Give a verbatim copy of the data, leaving the pictures out.
-.-.-
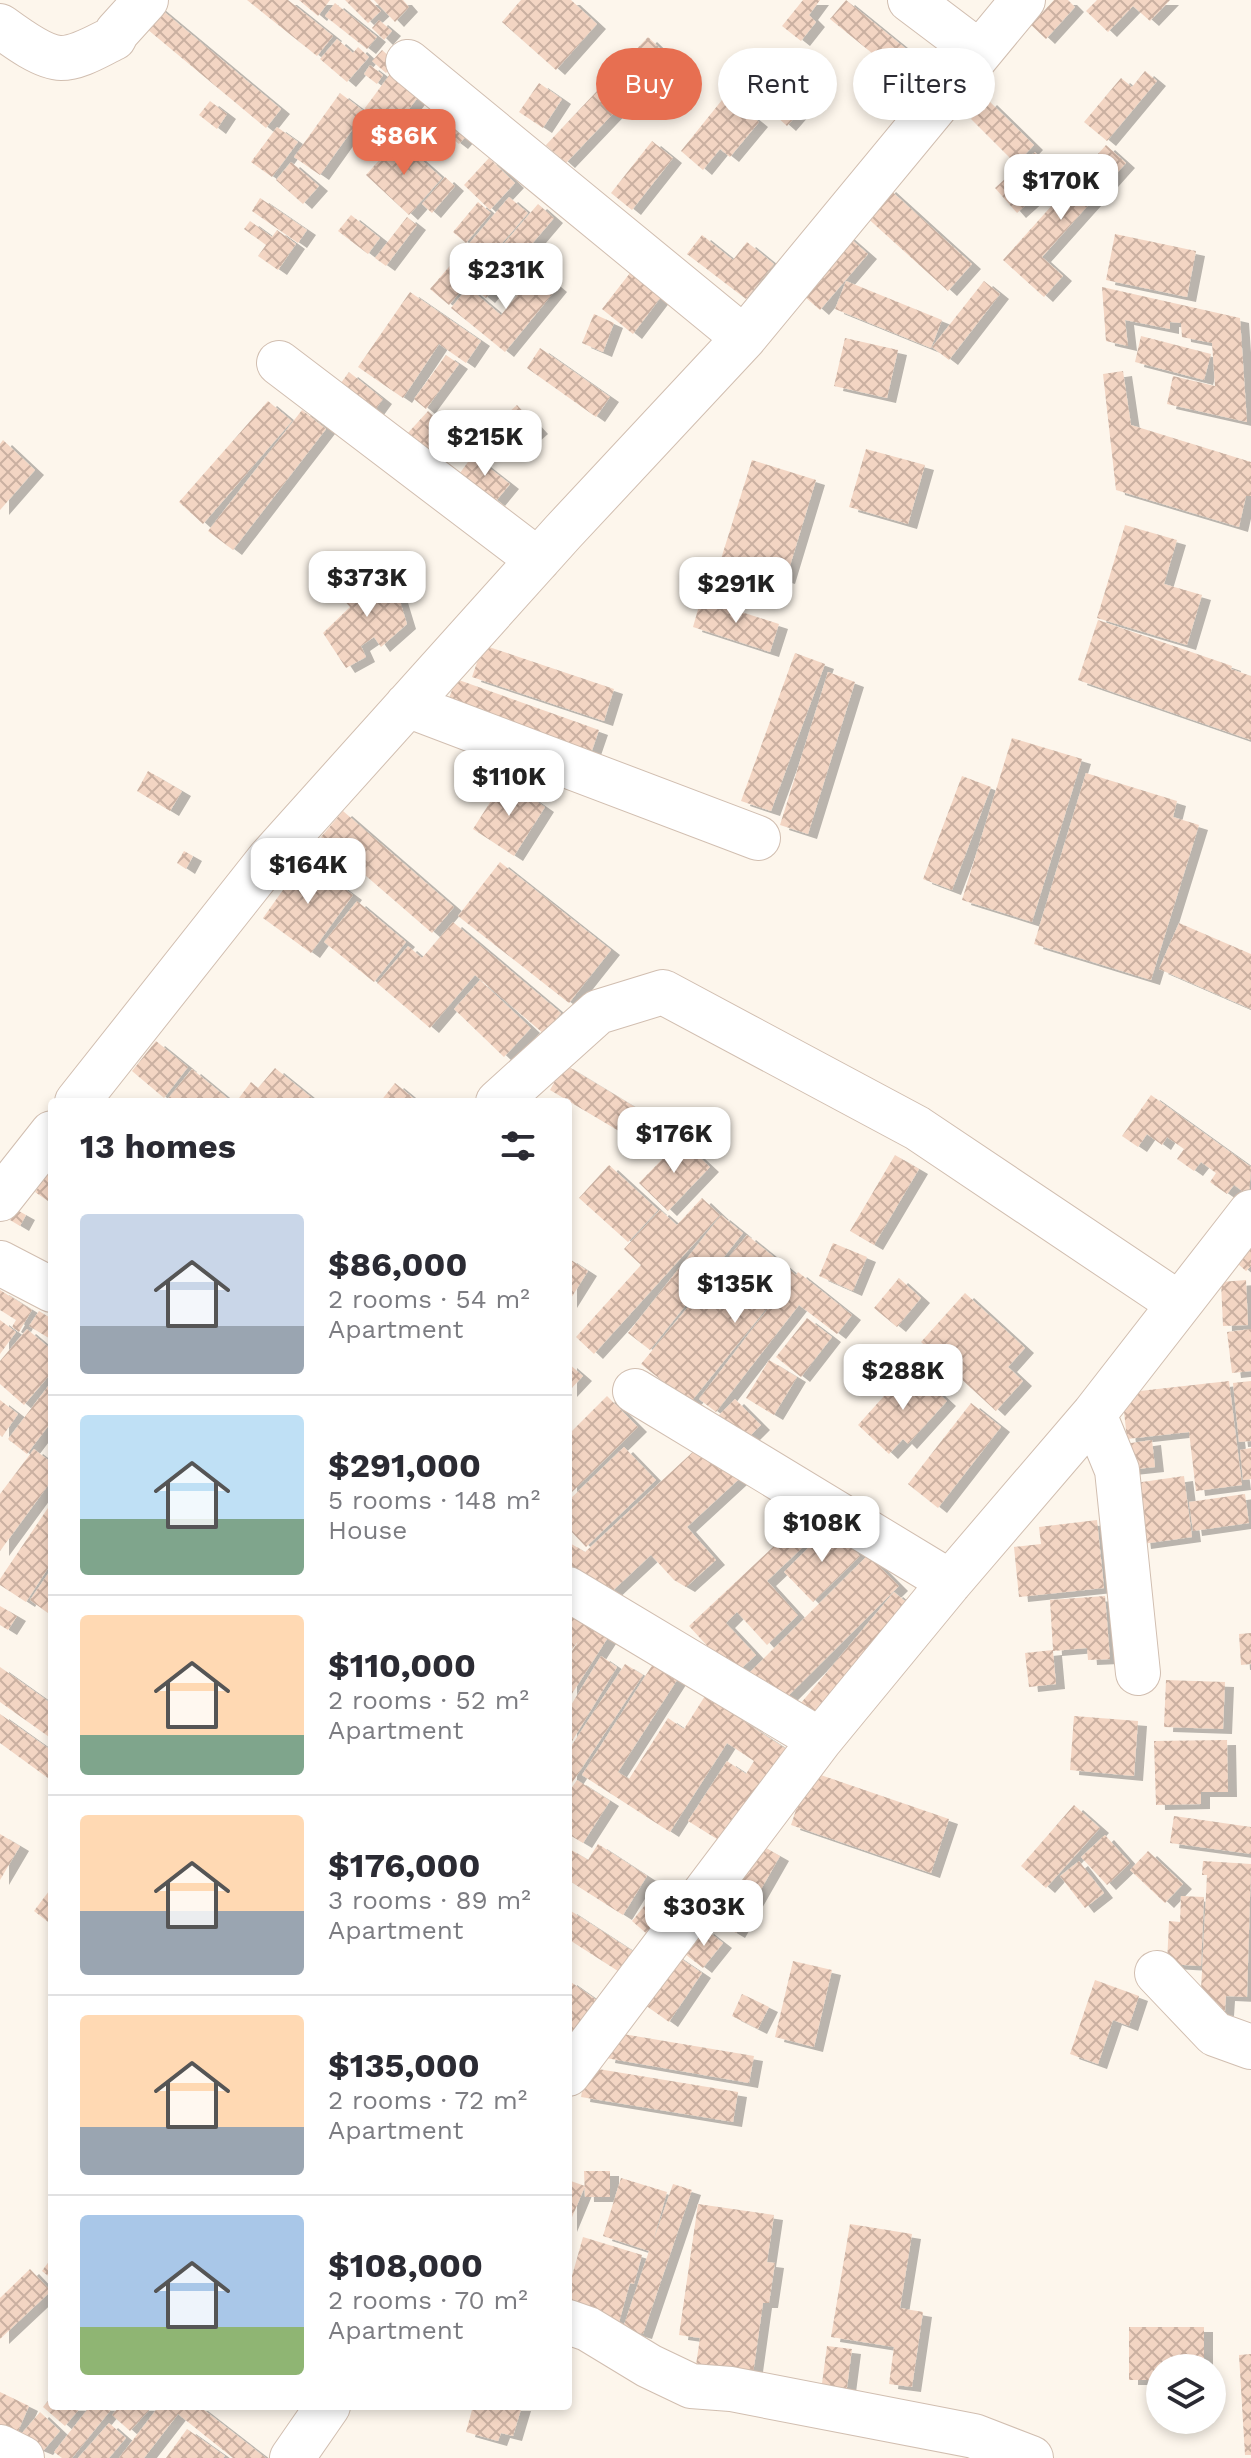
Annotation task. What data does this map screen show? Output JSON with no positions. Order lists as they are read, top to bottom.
{
  "page": {
    "chip": ["Buy", "Rent", "Filters"],
    "price": [
      "$86K",
      "$170K",
      "$231K",
      "$215K",
      "$373K",
      "$291K",
      "$110K",
      "$164K",
      "$176K",
      "$135K",
      "$288K",
      "$108K",
      "$303K"
    ],
    "heading": "13 homes",
    "list": [
      {
        "name": "$86,000",
        "note": "2 rooms · 54 m² · Apartment"
      },
      {
        "name": "$291,000",
        "note": "5 rooms · 148 m² · House"
      },
      {
        "name": "$110,000",
        "note": "2 rooms · 52 m² · Apartment"
      },
      {
        "name": "$176,000",
        "note": "3 rooms · 89 m² · Apartment"
      },
      {
        "name": "$135,000",
        "note": "2 rooms · 72 m² · Apartment"
      },
      {
        "name": "$108,000",
        "note": "2 rooms · 70 m² · Apartment"
      }
    ]
  }
}
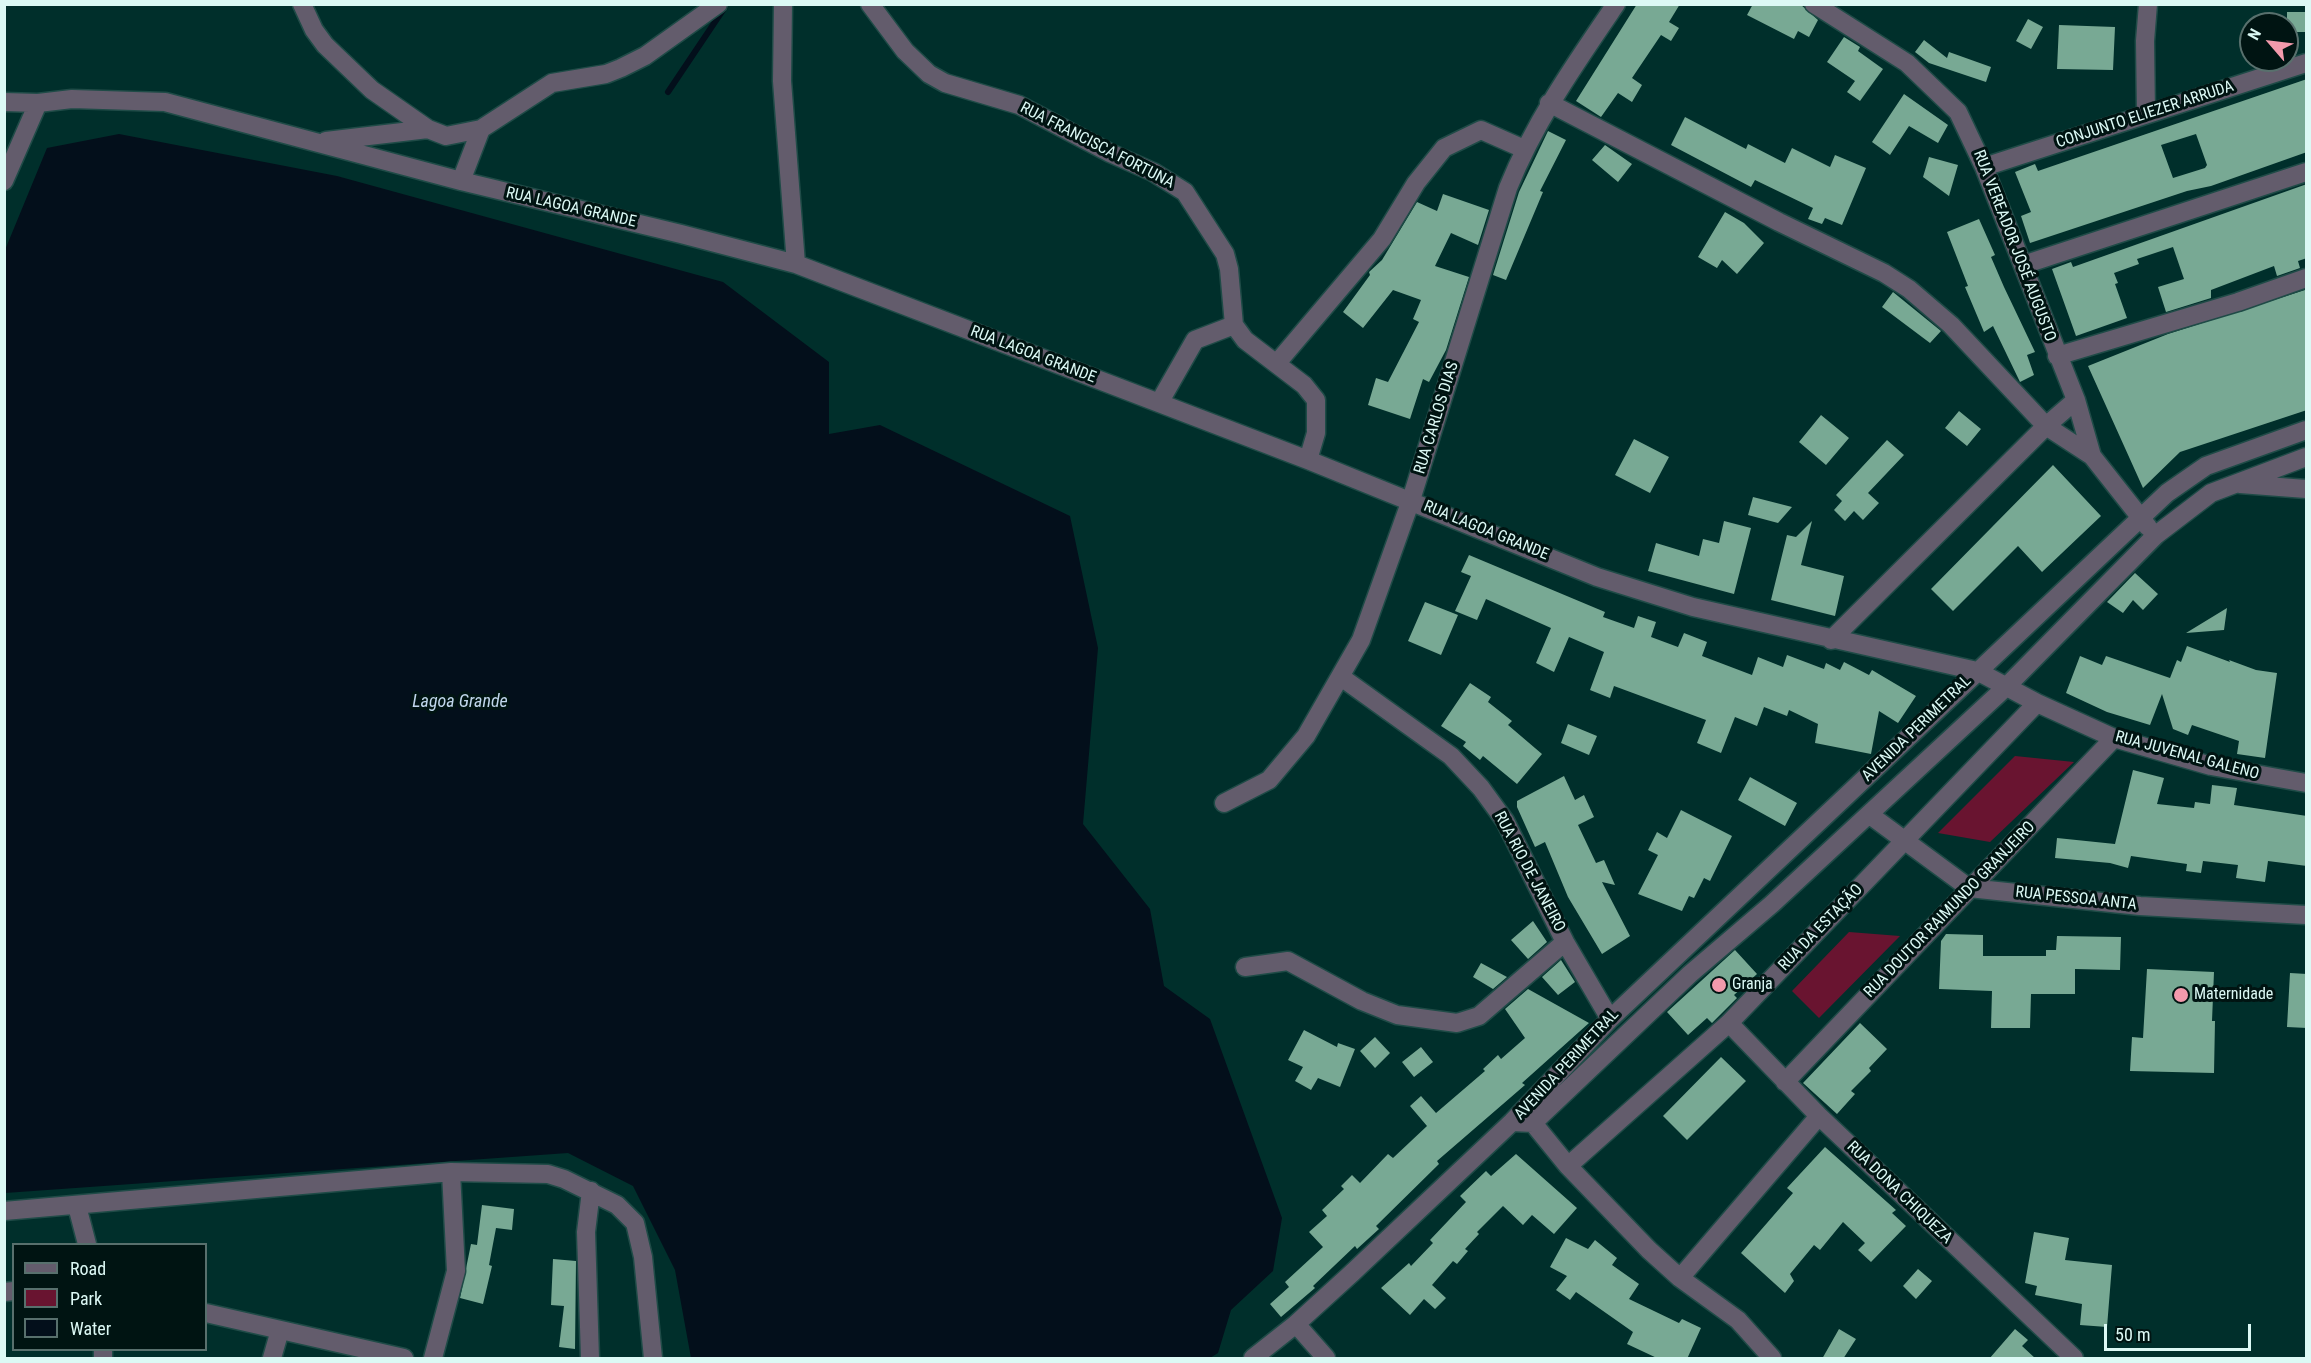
-.-.-
• RESULT OF THIS TASK
Annotation task. What data does this map screen show? Output JSON with no positions. Order lists as they are read, top to bottom.
{
  "page": {
    "chip": ["Buy", "Rent", "Filters"],
    "price": [
      "$86K",
      "$170K",
      "$231K",
      "$215K",
      "$373K",
      "$291K",
      "$110K",
      "$164K",
      "$176K",
      "$135K",
      "$288K",
      "$108K",
      "$303K"
    ],
    "heading": "13 homes",
    "list": [
      {
        "name": "$86,000",
        "note": "2 rooms · 54 m² · Apartment"
      },
      {
        "name": "$291,000",
        "note": "5 rooms · 148 m² · House"
      },
      {
        "name": "$110,000",
        "note": "2 rooms · 52 m² · Apartment"
      },
      {
        "name": "$176,000",
        "note": "3 rooms · 89 m² · Apartment"
      },
      {
        "name": "$135,000",
        "note": "2 rooms · 72 m² · Apartment"
      },
      {
        "name": "$108,000",
        "note": "2 rooms · 70 m² · Apartment"
      }
    ]
  }
}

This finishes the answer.